Il y a eu des discussions sur le fait que nous devons simplement amener plus de personnes à la table, pour avoir plus de ces conversations à travers un large éventail de milieux culturels, d’expertise et d’expériences vécues. Mais même cela suppose que c’est la table de l’industrie spatiale occidentale, et que nous décidons qui y participe. Ce que je verrais plutôt, c’est une plus grande amplification des conversations que les gens en dehors de la vision du monde occidental ont sur l’espace et leurs propres sociétés afin que nous puissions encourager une conversation plus globale qui ne soit pas dominée par un pays ou un point de vue culturel.

Beaucoup de gens dans l’industrie spatiale aiment parler de l’espace comme s’ils parlaient au nom de toute l’humanité, ce qui est vraiment malhonnête si vous n’avez même pas consulté toute l’humanité sur leurs intérêts et leurs motivations pour l’espace. Une personne vivant dans une communauté dont la culture est profondément liée à sa terre pourrait être beaucoup plus intéressée par la façon dont la technologie spatiale pourrait l’aider à continuer à protéger et à restaurer la santé de sa terre et de sa communauté, plutôt que d’imaginer déménager dans l’espace dans un avenir lointain.

Quel impact la diversité parmi les astronautes a-t-elle sur ces questions ?

La représentation et la diversité sont importantes dans l’espace et chez les voyageurs de l’espace. La NASA s’est engagée à envoyer la première femme et la première personne de couleur sur la Lune. Il a la responsabilité, en tant qu’agence gouvernementale américaine, de refléter la démographie de sa population et de s’assurer que le corps d’astronautes est aussi accessible au plus grand nombre. À long terme, si vous cherchez à créer des populations permanentes vivant dans l’espace, vous voulez qu’elles soient représentatives de l’humanité.

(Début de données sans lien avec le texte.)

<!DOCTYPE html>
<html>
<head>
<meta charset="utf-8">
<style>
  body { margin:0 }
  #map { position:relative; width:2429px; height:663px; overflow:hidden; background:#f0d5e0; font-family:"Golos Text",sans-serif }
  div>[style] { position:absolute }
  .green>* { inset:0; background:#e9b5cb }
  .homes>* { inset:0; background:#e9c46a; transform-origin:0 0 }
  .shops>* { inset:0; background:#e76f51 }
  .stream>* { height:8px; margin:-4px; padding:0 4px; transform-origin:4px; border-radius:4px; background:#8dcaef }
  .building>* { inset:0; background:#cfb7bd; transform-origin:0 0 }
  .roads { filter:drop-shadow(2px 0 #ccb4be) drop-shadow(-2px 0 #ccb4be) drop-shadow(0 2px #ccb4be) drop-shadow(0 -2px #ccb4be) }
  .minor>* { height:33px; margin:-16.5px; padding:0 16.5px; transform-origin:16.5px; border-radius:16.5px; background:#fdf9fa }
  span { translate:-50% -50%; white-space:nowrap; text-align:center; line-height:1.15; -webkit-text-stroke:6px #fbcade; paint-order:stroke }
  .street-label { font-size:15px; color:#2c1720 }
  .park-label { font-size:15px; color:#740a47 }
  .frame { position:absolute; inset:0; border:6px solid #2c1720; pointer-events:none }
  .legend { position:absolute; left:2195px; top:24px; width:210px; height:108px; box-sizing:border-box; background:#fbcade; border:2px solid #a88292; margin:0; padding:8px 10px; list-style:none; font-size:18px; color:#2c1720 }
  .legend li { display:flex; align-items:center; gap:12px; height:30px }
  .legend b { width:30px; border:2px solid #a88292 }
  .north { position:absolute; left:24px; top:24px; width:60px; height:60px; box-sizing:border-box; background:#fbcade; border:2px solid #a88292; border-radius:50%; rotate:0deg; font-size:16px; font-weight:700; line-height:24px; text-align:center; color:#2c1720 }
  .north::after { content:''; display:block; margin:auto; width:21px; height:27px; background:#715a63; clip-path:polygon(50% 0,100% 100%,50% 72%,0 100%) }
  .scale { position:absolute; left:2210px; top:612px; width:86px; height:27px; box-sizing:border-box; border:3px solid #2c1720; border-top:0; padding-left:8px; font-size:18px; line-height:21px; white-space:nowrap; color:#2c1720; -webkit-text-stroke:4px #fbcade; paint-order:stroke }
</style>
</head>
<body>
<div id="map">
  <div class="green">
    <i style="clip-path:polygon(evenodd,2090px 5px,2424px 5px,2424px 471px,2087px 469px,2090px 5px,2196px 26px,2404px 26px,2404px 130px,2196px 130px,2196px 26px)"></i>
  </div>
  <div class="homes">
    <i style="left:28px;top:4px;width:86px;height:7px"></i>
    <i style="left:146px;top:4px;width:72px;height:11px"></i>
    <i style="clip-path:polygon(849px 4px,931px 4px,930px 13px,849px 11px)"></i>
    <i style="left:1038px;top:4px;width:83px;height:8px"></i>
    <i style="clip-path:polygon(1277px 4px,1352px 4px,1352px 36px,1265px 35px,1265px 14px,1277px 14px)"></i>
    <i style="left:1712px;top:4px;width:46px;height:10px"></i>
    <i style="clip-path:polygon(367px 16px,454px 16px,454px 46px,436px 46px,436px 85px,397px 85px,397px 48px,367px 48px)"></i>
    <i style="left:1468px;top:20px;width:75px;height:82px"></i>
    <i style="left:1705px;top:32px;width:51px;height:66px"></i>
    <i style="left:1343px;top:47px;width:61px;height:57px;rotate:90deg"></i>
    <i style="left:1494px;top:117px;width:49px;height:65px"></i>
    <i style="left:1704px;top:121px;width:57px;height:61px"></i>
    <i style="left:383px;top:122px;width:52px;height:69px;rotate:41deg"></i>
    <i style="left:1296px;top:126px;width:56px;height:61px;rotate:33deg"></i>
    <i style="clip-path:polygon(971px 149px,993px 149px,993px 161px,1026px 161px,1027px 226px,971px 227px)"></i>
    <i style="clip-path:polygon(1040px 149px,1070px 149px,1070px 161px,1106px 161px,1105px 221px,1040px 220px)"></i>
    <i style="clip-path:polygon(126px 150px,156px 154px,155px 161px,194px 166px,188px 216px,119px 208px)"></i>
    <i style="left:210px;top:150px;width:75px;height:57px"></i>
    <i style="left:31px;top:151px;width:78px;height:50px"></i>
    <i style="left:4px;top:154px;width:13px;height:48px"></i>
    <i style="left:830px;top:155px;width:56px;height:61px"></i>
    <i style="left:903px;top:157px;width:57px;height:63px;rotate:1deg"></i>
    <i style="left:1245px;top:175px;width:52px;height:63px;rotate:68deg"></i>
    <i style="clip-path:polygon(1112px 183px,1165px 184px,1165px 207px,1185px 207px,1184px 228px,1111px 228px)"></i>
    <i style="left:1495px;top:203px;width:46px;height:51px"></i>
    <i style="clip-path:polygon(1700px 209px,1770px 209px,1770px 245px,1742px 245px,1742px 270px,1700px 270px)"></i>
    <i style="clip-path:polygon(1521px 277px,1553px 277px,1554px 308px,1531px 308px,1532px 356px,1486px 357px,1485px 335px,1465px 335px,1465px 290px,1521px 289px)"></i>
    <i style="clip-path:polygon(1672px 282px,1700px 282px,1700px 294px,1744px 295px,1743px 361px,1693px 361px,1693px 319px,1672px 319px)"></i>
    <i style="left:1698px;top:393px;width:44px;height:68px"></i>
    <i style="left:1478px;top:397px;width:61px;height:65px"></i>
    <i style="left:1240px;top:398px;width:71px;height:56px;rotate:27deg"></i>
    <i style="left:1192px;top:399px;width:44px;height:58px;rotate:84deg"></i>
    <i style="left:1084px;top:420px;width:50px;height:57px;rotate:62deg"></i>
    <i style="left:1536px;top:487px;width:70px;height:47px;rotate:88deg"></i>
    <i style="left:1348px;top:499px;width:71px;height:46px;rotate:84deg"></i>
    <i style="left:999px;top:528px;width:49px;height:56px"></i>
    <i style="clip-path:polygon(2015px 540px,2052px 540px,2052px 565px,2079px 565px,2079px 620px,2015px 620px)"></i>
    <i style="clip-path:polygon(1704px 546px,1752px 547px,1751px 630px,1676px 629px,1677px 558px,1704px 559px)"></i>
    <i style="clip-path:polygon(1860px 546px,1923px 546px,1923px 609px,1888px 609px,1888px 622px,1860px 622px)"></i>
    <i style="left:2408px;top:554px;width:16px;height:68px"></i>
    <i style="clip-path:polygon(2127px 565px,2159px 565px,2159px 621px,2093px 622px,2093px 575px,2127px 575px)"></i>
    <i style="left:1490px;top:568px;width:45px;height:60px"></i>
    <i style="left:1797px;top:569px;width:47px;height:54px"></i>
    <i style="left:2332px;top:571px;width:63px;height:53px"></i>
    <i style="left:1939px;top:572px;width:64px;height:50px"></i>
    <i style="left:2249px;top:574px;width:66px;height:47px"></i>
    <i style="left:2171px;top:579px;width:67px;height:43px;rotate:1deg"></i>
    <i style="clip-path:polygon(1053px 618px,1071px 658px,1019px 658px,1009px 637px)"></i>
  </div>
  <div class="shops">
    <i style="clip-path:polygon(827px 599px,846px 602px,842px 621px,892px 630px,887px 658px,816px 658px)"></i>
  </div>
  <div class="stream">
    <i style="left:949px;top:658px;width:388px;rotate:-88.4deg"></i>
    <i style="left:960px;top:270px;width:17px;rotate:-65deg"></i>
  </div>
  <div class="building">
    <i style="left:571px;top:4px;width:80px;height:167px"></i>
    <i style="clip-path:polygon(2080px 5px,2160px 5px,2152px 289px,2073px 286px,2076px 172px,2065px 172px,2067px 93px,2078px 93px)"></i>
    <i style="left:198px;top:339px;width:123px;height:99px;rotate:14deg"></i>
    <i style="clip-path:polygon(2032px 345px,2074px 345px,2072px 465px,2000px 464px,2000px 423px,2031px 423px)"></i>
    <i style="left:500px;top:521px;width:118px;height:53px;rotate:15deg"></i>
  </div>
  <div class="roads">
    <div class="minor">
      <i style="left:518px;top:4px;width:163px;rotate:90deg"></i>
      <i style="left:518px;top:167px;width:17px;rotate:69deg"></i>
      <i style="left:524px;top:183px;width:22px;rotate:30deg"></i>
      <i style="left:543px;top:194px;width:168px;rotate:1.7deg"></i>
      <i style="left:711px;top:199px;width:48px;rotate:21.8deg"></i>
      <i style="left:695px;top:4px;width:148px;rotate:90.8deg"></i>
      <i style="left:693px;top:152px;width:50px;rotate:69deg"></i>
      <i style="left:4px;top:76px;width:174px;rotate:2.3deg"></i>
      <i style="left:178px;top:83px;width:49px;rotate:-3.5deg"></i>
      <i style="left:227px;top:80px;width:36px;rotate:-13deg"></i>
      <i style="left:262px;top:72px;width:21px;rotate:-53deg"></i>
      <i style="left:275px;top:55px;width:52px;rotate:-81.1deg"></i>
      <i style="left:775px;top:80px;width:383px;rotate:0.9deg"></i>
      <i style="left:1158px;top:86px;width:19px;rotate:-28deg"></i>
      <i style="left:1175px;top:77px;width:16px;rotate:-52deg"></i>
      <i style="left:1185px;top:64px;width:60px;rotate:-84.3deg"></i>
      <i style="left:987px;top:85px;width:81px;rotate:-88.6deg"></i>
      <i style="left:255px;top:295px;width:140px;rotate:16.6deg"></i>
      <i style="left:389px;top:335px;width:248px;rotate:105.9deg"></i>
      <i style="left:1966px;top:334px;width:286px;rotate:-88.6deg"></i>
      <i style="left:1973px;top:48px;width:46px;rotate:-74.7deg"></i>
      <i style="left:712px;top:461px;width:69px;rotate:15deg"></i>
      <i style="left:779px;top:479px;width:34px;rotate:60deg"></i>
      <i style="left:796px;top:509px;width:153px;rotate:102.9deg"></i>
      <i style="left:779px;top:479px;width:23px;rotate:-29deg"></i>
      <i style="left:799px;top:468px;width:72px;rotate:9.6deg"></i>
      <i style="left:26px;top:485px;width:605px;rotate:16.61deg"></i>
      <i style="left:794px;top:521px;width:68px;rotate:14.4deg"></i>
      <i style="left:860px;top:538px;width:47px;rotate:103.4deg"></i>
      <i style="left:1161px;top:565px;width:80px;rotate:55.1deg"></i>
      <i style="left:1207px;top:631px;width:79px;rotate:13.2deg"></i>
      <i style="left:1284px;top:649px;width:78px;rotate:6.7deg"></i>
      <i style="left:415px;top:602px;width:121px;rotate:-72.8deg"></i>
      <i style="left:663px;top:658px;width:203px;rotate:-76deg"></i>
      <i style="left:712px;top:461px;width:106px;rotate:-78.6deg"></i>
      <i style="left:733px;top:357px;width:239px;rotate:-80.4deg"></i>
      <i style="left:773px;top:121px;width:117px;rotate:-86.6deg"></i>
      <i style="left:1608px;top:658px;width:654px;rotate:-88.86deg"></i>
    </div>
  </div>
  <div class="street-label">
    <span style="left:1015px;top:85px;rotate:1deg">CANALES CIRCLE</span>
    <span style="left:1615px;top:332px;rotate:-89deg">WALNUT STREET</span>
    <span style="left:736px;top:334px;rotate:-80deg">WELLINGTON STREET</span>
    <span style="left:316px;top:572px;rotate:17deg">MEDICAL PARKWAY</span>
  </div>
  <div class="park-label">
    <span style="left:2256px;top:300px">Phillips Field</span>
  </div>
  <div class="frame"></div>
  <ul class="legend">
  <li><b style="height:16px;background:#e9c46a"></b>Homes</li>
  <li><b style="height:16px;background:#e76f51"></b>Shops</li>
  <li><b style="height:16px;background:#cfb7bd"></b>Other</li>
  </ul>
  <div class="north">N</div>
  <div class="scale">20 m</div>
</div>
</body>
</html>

Que peuvent faire les chercheurs pour assurer une exploration éthique de l’espace ?

Une chose que j’encourage les astronomes à faire est d’apprendre des scientifiques d’autres disciplines, telles que la génétique, qui ont dû réfléchir aux implications éthiques de leurs recherches et à la manière dont ils équilibrent, sur le plan personnel, le travail et les dommages potentiels qu’il pourrait cause. Avoir des conversations impliquant différentes disciplines serait utile.

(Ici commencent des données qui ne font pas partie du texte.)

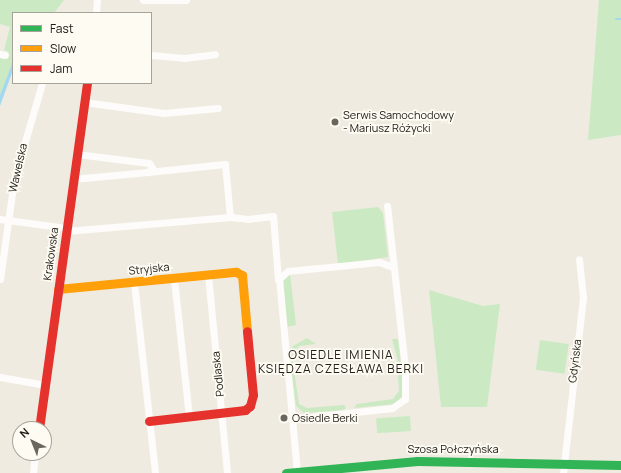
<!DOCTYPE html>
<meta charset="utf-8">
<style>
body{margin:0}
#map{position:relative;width:621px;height:473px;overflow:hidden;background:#efebe1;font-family:Manrope,sans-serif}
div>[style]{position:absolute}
.green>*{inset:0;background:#cbeac3;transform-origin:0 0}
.water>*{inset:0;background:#a2d9ef}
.stream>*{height:1.5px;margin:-0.75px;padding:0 0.75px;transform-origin:0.75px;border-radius:0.75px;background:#a2d9ef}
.street>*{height:7px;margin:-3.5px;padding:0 3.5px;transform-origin:3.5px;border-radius:3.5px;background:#fdfcfa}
.fast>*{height:9px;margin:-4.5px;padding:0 4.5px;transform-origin:4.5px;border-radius:4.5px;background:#30b455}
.slow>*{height:9px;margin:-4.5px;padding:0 4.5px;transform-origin:4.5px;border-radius:4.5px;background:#ff9f0a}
.jam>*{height:9px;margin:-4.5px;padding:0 4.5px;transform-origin:4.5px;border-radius:4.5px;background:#e5322d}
.dots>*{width:11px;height:11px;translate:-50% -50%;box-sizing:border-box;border:2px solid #fefbf3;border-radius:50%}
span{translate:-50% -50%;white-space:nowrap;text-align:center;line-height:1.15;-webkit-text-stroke:3.5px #fefbf3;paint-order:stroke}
.poi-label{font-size:11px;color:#222019}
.left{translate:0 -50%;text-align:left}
.street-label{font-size:11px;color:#222019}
.neighbourhood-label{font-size:12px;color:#222019;letter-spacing:1px}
.legend{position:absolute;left:12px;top:12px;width:140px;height:72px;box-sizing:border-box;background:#fefbf3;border:1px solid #a6a39c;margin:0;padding:5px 7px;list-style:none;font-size:12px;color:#222019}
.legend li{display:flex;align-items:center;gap:8px;height:20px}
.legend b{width:20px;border:1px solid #a6a39c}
.north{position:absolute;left:12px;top:421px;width:40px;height:40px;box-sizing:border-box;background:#fefbf3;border:1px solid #a6a39c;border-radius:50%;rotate:317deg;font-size:11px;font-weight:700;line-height:16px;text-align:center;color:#222019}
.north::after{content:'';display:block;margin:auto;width:14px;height:18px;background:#6a675f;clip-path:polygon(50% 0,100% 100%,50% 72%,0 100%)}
</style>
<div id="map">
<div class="green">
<i style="clip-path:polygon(0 0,64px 0,54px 13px,13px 13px,13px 61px,0 95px,0 58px,6px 59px,9px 52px,4px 50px,10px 27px,0 24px)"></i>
<i style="clip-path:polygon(599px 0,621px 0,621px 135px,588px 140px)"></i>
<i style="clip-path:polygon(378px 207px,383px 213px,388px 257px,338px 264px,332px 212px)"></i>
<i style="clip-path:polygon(290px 274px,296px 325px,286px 327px,281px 281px)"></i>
<i style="clip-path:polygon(429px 290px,483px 306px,500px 304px,487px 407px,441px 407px)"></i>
<i style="clip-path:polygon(307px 338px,316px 344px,299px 346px,293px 352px,292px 357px,299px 404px,307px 408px,344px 405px,346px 408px,344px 410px,304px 413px,296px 406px,289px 353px,293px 346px)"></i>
<i style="clip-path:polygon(392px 339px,398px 339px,401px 364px,399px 365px)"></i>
<i style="left:540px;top:340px;width:29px;height:30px;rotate:8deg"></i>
<i style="clip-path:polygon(402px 373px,402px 397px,395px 404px,354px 408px,357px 404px,393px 399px,399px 391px,398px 376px)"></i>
<i style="left:410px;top:416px;width:15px;height:34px;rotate:86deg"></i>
</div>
<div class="water">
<i style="clip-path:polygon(13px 61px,13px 70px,0 106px,0 95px)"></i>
</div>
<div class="stream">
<i style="left:616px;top:19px;width:5px"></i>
</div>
<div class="street">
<i style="left:143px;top:0;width:43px"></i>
<i style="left:96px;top:13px;width:13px;rotate:-86deg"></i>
<i style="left:0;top:54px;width:5px;rotate:11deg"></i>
<i style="left:151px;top:55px;width:33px;rotate:5deg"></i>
<i style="left:184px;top:58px;width:31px;rotate:-7deg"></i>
<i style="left:84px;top:102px;width:81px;rotate:7.8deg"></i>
<i style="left:164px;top:113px;width:54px;rotate:-5.3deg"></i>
<i style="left:148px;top:172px;width:77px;rotate:-5.9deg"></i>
<i style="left:225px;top:164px;width:53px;rotate:84.6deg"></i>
<i style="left:73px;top:179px;width:75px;rotate:-5.3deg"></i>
<i style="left:148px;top:172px;width:6px;rotate:-45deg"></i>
<i style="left:152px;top:168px;width:6px;rotate:-121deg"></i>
<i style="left:149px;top:163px;width:73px;rotate:-172.9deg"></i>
<i style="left:0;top:219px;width:68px;rotate:7.7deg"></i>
<i style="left:66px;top:231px;width:165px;rotate:-4.9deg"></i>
<i style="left:230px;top:217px;width:18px;rotate:6deg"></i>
<i style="left:248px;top:219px;width:25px;rotate:-7deg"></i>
<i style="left:273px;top:216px;width:64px;rotate:85.5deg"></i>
<i style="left:208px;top:275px;width:199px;rotate:84.5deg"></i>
<i style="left:0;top:279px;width:101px;rotate:-82deg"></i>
<i style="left:14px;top:179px;width:100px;rotate:-73.7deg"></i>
<i style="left:174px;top:279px;width:138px;rotate:83.8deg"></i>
<i style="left:134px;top:282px;width:192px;rotate:83.7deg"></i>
<i style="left:0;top:377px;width:46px;rotate:10.1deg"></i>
<i style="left:292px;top:419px;width:101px;rotate:-6.3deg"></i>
<i style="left:392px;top:408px;width:16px;rotate:-35deg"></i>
<i style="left:405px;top:399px;width:31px;rotate:-90deg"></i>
<i style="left:405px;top:368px;width:163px;rotate:-96.3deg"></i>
<i style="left:297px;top:472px;width:194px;rotate:-95.3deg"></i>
<i style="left:279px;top:279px;width:12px;rotate:-42deg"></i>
<i style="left:288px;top:271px;width:91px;rotate:-5.6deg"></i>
<i style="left:379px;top:262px;width:15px;rotate:20deg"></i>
<i style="left:33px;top:473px;width:20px;rotate:-84deg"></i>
<i style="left:563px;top:473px;width:177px;rotate:-83.5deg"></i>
<i style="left:583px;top:297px;width:38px;rotate:-96deg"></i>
</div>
<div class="fast">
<i style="left:286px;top:473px;width:132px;rotate:-5.2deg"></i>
<i style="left:417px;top:461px;width:204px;rotate:1.1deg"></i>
</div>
<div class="slow">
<i style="left:58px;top:289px;width:179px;rotate:-5.5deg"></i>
<i style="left:236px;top:272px;width:7px;rotate:27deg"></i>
<i style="left:242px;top:275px;width:56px;rotate:84.9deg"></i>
</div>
<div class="jam">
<i style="left:149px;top:421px;width:97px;rotate:-6.5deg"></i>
<i style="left:245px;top:410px;width:6px;rotate:-39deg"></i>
<i style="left:250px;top:406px;width:11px;rotate:-75deg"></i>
<i style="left:253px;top:395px;width:64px;rotate:-95.4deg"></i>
<i style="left:39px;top:429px;width:349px;rotate:-82.1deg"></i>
</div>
<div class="dots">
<i style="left:335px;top:122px;background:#6a675f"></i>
<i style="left:284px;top:418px;background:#6a675f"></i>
</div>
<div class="poi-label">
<span class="left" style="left:343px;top:122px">Serwis Samochodowy<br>- Mariusz Różycki</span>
<span class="left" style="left:292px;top:418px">Osiedle Berki</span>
</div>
<div class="street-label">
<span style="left:18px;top:168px;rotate:-77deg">Wawelska</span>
<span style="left:51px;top:254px;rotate:-82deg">Krakowska</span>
<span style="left:149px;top:269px;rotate:-6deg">Stryjska</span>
<span style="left:575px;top:361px;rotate:-83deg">Gdyńska</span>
<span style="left:218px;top:374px;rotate:-96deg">Podlaska</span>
<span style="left:453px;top:449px">Szosa Połczyńska</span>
</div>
<div class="neighbourhood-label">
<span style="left:341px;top:362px">OSIEDLE IMIENIA<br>KSIĘDZA CZESŁAWA BERKI</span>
</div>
<ul class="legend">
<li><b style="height:5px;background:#30b455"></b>Fast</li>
<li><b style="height:5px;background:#ff9f0a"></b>Slow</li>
<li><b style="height:5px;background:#e5322d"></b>Jam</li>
</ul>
<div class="north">N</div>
</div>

Plus généralement, les scientifiques qui veulent aider à construire un avenir meilleur dans l’espace mais qui ne travaillent pas dans l’élaboration de politiques ou la philosophie peuvent faire plusieurs choses. Ils peuvent avoir des conversations avec leurs amis et collègues sur ce à quoi ressemblerait un avenir meilleur dans l’espace, dans quel genre de monde dans l’espace ils voudraient vivre, et aussi se concentrer uniquement sur la création d’une société meilleure ici sur Terre aujourd’hui, quel que soit le coin de le globe dans lequel ils vivent. Si nous parvenons à faire de la Terre un endroit meilleur et une société plus agréable à vivre, au cours de notre vie, nous aidons alors notre avenir dans l’espace.